I’ve been noticing it in the way people talk, argue and confront of each other. There are no debates, just arguments and confrontations. Whether online or in the real world. It is a strict, with-me or against-me state of mind. I’ve seen the most patriotic Palestinians I know express their distaste for Hamas’s role in this crisis and they are suddenly deemed to be traitors.
Your arguments suddenly become about everything you didn’t say. And if your argument ends up being rational, you’ll get a response of: now is not the time for it.
And what they really mean by that is, now is the time to unify behind a single state-of-mind. It doesn’t matter if you’re wrong or right, just as long as you don’t disagree with the general consensus. It is the war mentality. The one that says, if your country is at war, it is unpatriotic to be critical of anything it does or says. And while Jordan isn’t at war, it’s people might as well be.
It’s troubling because this is partly the aftermath of such a conflict: whenever Israel attacks, it forces everyone on the Arab street to an extreme. It’s either “with us” or “with them” and if you are really “with us” then that means you have to accept a list of beliefs you may not entirely agree with, just to prove you’re not “with them”.
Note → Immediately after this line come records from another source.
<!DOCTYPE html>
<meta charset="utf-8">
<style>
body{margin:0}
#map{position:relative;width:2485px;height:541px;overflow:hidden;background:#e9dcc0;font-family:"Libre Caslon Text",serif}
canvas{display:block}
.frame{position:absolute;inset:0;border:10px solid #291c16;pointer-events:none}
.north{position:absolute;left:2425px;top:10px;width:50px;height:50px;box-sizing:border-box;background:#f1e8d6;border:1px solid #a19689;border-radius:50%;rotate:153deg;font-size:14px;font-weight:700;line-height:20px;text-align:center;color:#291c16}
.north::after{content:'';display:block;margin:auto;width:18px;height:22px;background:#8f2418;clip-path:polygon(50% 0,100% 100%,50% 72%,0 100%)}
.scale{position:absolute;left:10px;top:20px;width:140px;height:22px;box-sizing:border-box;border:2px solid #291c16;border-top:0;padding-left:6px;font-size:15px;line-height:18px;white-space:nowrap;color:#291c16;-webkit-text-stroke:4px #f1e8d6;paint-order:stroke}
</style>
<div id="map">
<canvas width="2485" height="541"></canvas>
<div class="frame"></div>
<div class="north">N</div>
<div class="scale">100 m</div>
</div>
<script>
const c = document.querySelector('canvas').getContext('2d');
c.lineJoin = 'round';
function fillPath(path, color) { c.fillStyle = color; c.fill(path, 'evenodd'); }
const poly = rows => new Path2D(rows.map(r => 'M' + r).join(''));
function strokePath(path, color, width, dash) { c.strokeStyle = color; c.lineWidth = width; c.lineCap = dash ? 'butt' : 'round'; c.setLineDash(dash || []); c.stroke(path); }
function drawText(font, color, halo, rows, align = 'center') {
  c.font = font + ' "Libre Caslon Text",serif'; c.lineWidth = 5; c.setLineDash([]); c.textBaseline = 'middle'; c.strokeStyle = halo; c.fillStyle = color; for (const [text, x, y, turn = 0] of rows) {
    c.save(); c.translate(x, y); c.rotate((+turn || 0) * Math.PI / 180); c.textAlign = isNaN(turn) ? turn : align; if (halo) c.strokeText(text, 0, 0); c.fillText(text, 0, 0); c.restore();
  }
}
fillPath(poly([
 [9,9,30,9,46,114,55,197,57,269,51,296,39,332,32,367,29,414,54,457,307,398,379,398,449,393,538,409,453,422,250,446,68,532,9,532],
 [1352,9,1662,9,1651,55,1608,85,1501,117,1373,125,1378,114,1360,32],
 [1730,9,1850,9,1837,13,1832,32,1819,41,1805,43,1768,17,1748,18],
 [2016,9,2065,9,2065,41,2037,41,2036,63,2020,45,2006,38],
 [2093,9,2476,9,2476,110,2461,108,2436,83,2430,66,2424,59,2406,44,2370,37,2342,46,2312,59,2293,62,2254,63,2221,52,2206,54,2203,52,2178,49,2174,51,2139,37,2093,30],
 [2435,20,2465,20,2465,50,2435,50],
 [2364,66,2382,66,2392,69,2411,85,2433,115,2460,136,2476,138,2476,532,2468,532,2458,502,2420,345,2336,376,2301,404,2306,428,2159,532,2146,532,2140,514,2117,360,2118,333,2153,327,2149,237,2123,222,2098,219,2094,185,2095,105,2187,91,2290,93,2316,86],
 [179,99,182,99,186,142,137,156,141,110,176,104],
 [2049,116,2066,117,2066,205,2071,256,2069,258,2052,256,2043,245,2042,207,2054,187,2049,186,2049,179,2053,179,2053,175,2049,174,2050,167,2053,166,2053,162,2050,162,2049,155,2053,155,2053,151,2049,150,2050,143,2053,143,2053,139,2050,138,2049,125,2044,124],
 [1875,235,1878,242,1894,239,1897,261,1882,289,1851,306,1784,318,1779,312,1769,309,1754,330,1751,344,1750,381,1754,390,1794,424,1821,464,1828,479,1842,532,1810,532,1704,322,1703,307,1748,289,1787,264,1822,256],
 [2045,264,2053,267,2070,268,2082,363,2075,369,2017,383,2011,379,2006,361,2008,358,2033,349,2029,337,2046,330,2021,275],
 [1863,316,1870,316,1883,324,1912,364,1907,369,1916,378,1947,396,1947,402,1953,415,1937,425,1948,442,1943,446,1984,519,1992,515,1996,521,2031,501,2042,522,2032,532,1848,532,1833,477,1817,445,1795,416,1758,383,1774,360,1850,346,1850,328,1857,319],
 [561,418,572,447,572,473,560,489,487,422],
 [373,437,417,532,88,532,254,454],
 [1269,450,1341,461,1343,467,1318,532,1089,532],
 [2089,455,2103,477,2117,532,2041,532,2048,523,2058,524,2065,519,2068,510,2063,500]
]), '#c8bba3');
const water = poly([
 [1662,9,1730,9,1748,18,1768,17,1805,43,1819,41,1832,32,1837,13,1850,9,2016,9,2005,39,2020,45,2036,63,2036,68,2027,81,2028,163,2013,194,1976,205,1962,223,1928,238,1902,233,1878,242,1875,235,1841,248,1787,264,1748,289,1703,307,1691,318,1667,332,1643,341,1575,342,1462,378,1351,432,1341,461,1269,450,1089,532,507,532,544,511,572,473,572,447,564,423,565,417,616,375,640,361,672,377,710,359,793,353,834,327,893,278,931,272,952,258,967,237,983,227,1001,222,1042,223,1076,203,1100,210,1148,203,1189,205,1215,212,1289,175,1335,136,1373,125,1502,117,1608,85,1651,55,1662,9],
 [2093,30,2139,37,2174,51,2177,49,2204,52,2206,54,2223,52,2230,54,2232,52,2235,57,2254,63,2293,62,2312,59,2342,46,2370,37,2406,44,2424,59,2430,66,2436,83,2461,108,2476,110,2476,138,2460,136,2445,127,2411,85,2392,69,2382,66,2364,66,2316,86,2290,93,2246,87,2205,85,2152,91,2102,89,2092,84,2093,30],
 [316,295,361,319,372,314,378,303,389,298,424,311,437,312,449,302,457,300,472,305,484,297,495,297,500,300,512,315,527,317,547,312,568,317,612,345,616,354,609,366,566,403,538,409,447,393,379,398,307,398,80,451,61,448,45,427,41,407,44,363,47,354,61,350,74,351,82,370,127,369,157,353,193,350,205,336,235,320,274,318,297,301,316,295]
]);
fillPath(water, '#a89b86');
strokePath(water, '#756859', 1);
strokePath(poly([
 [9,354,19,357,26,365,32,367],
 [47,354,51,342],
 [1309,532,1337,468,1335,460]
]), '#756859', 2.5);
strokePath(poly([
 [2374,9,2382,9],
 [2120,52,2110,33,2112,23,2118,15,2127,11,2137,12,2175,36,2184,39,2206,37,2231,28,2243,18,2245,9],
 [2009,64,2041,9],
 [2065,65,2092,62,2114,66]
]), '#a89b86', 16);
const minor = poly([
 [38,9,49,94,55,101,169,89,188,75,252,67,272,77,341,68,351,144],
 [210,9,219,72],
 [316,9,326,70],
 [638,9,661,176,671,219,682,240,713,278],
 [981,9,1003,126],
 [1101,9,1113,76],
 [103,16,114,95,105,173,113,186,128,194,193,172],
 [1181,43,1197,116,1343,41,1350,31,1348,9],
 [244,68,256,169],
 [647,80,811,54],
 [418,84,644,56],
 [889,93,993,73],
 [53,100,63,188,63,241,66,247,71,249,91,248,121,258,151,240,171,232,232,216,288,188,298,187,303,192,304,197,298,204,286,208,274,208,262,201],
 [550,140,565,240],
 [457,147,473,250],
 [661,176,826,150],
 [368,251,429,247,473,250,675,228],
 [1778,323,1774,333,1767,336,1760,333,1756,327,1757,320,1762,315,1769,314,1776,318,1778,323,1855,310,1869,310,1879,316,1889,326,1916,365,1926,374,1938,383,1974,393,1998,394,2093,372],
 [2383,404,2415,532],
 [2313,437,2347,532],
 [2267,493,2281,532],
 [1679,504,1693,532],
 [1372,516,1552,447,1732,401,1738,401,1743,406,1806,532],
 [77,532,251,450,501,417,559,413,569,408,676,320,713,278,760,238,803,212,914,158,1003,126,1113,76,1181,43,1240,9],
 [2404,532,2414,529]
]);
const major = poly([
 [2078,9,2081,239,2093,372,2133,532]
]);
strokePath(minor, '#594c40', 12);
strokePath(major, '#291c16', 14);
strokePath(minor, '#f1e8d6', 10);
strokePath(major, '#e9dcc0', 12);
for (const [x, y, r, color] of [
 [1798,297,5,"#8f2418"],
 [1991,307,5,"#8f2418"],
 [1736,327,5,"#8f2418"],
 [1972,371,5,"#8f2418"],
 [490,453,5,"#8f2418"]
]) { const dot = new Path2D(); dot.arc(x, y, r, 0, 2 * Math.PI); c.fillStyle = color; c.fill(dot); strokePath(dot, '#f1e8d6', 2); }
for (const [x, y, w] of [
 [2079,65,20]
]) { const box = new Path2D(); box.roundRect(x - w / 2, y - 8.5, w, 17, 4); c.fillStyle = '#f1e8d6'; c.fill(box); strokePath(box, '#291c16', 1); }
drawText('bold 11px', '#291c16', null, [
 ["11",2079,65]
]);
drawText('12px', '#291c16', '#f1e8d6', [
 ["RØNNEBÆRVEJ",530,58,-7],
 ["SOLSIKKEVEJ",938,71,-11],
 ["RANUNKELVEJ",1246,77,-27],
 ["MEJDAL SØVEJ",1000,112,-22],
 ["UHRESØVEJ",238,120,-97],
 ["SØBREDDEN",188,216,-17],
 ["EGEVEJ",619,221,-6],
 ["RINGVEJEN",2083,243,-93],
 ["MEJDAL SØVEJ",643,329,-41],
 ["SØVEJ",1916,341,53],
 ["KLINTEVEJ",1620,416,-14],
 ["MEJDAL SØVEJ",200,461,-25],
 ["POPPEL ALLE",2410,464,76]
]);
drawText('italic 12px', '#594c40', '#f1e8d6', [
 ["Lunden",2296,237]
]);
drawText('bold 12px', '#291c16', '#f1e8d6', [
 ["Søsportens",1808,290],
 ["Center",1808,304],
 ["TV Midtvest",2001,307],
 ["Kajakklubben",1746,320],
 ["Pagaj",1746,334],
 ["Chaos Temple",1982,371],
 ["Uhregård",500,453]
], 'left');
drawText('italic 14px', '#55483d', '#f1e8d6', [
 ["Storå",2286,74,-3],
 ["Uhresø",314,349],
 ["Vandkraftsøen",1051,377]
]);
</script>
This extreme environment is so overwhelming that nothing can be discussed during times of crises. We are all part of a collective entity with more extremist positions or, rather, more extremist tendencies towards keeping true to those positions. Israel forces us there, but we keep each other there. They are powerful enough to change the way we think with every action they take, but we allow ourselves to change.
We declare our own mental state-of-emergency, and it’ll last a few weeks after the crisis is over, maybe even a few months. It may take a year of relative calm before we return to some sort of “normal”, “middle-ground” thought. Our elastic-selves.
Until then, while we’re all raving mad and shaking our fists in the air, maybe there should be a moratorium on debates or arguments concerning the who whole Palestine issue.
We should also place a moratorium on other words like Hamas, Fatah and unity. Two-state solution, peace treaty, peace and resistance included.